A first-timer could easily spend all day at the Northrup King Building, taking in works by the 300 local artists inhabiting four floors of the century-old seed warehouse. Highlights include textured handmade pottery and shapely organic ceramics by Liz Pechacek, Ani Kasten, Amy Von Bargen, and Ashley Hise; cosmic resin paintings by Yellow Sleeves; jumbo shoulder-dusting tassel earrings by Perennial; happy-go-lucky dot planters from A Mano; enchantingly moody paintings by Anna Chambers-Goldberg; giant papier-mâché moon heads from Tom Fletcher; strikingly architectural hats from milliner extraordinaire Celina Kane; delicate concrete jewelry by Koon Yai Studio; the layered pastel landscapes of Colleen Elizabeth; and the minimalist wildlife paintings of colorblind artist Matthew Rucker.

Two pieces that came home with us after that first Art-A-Whirl and continue to hold court in our South Minneapolis living room are the haunting beauties at the top of this post, painted by Lowertown artist Justin Wade Patrick.
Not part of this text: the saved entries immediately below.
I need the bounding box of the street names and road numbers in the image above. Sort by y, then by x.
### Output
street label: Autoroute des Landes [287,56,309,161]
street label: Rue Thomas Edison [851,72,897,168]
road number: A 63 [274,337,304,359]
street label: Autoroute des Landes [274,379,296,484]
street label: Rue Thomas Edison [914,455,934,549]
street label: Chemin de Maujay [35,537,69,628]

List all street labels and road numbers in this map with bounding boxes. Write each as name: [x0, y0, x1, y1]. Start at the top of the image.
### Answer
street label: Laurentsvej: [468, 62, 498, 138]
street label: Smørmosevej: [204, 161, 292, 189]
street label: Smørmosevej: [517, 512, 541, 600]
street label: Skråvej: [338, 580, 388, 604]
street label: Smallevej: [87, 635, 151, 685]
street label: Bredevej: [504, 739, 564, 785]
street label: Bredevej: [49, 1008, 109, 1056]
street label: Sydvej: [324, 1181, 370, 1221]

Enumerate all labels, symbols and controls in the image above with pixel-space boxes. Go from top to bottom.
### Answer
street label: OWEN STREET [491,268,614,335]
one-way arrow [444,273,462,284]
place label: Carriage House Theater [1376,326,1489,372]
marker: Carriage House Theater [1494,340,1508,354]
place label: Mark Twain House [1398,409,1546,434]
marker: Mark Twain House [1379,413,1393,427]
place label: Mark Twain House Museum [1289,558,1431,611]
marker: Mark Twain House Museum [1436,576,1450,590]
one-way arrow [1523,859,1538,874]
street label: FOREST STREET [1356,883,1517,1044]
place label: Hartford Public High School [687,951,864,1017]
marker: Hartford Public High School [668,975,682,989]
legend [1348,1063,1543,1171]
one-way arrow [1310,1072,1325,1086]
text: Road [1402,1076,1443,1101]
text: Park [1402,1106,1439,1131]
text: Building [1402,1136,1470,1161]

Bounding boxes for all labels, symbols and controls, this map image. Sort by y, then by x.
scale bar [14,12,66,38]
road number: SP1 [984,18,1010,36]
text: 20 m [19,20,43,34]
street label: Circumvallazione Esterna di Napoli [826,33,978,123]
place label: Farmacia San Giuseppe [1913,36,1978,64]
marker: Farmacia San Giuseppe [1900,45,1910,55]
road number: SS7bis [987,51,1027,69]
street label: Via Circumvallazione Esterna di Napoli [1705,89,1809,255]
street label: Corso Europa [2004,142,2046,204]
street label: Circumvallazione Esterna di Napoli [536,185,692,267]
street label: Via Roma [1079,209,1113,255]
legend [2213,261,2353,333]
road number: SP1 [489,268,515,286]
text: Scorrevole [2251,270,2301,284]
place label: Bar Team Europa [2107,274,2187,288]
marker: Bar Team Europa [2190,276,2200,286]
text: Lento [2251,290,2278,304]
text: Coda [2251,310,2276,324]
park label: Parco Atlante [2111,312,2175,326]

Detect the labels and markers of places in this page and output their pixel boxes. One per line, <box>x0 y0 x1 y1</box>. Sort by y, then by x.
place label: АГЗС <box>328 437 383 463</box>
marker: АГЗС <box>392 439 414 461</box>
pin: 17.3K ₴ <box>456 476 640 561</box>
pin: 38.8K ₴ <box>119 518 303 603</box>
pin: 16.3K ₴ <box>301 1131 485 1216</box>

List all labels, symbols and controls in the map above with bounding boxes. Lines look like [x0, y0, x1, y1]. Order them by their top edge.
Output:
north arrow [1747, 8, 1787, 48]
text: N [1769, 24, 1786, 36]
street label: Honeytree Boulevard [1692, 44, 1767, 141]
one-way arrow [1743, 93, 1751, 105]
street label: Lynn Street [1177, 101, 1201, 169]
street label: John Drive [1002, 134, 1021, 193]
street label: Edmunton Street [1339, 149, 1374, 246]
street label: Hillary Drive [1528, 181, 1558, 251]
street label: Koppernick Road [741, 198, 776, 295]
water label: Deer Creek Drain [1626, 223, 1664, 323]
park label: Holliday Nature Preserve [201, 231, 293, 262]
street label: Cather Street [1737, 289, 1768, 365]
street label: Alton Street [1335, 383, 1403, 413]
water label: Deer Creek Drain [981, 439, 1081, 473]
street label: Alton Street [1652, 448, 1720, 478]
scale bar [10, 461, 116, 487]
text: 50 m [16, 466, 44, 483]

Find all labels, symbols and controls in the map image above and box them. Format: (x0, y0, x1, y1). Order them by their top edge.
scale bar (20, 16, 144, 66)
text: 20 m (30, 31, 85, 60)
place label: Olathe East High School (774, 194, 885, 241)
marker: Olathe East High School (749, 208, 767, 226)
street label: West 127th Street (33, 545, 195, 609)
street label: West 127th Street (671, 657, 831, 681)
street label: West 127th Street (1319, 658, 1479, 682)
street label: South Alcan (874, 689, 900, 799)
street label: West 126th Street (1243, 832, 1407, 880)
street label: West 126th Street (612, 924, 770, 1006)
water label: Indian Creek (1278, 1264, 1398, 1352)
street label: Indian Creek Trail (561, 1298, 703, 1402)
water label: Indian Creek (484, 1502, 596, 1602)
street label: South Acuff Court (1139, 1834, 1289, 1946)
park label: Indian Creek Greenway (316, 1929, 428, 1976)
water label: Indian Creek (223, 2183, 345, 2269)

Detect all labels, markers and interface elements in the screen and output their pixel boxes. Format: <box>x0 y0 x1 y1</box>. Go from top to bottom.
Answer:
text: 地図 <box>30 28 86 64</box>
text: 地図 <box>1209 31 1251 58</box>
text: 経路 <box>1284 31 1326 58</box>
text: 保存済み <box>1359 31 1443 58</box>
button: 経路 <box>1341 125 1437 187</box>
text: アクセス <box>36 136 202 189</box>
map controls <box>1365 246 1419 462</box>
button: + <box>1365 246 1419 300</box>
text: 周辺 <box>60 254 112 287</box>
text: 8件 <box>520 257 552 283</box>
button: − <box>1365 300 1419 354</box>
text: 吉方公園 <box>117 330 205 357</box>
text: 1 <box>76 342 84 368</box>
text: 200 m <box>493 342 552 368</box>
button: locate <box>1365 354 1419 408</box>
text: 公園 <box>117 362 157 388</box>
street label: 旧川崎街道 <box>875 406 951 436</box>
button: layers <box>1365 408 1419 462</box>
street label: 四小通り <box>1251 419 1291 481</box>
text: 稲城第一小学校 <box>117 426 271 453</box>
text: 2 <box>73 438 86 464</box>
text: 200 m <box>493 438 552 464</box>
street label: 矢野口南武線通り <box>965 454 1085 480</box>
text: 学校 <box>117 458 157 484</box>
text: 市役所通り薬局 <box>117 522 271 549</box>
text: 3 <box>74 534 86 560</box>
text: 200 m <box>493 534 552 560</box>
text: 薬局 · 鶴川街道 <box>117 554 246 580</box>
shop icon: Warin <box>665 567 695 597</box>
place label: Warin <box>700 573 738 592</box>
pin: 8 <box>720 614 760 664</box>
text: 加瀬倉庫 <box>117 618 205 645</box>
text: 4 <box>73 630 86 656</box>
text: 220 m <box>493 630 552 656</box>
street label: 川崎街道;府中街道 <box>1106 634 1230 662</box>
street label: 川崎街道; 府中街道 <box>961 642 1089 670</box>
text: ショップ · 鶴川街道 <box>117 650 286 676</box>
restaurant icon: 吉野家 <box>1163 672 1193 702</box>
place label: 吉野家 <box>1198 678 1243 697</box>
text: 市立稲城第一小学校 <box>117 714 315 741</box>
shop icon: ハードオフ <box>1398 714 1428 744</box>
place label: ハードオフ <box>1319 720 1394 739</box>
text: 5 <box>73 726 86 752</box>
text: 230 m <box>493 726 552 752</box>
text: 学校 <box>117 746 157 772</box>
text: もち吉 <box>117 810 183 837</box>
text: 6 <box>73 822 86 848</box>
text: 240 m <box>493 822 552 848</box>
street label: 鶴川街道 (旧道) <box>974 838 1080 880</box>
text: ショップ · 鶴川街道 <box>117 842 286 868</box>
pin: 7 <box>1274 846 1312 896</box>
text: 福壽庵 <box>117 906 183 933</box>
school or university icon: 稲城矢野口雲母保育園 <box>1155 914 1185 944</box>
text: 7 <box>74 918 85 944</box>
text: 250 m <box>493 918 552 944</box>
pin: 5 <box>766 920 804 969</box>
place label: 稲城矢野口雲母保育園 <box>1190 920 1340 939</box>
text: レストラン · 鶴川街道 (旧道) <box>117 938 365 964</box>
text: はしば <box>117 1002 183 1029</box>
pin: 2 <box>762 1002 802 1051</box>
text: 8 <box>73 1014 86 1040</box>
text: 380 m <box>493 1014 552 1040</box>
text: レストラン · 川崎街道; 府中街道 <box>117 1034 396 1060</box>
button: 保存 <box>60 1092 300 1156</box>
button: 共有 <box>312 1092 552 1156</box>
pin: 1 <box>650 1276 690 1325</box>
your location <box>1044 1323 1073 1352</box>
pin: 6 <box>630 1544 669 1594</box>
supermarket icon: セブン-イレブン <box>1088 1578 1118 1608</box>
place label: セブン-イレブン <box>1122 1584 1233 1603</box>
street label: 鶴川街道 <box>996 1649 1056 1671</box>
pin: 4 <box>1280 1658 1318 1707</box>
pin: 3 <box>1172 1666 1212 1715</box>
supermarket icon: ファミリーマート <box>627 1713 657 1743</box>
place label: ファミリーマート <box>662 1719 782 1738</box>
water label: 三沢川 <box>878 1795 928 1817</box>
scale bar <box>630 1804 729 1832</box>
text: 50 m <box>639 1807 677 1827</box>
They are part of his ongoing American El Dorado series, which highlights “individuals from the Depression grasping for those dreams that lied just over the next hill, the next corner, or next sunset.” These two women, in particular, were inspired by old WPA images—and yet they feel so now.

Elsewhere at Northrup King, we enjoyed peeking into the creative studios of Ashley Mary and Minny and Paul. The most inspiring new addition, however, was Studio 400, which features emerging artists under 30; priority is given to people of color or indigenous backgrounds. We were gobsmacked by the talent showcased here, including paintings by rising art stars Lissa Karpeh and Maiya Lea Hartman.

In two straight years of Art-A-Whirling, we’ve found a lot to love at other participating venues, too. “Weirdly Positive Positively Weird” at Co Exhibitions introduced us to the eye-popping graphic artwork of Minneapolis artist Jose Dominguez. Pop-up gallery Repurpose at 700 Central showcased brilliant and haunting sculptures by Sarah Nicole Knutson. Exhibitions at the Casket Arts Building and Carriage House had us swooning over Kim Heidkamp‘s masterfully textured paper art and Pete Driessen‘s monumental trestle sculptures. And “A View From Flyover Country,” a photography show jurored by National Geographic powerhouse Jim Brandenburg at the MPLS Photo Center, was a good reminder of why we moved here and continue to be proud, humbled, and grateful to be surrounded by so many talented artists.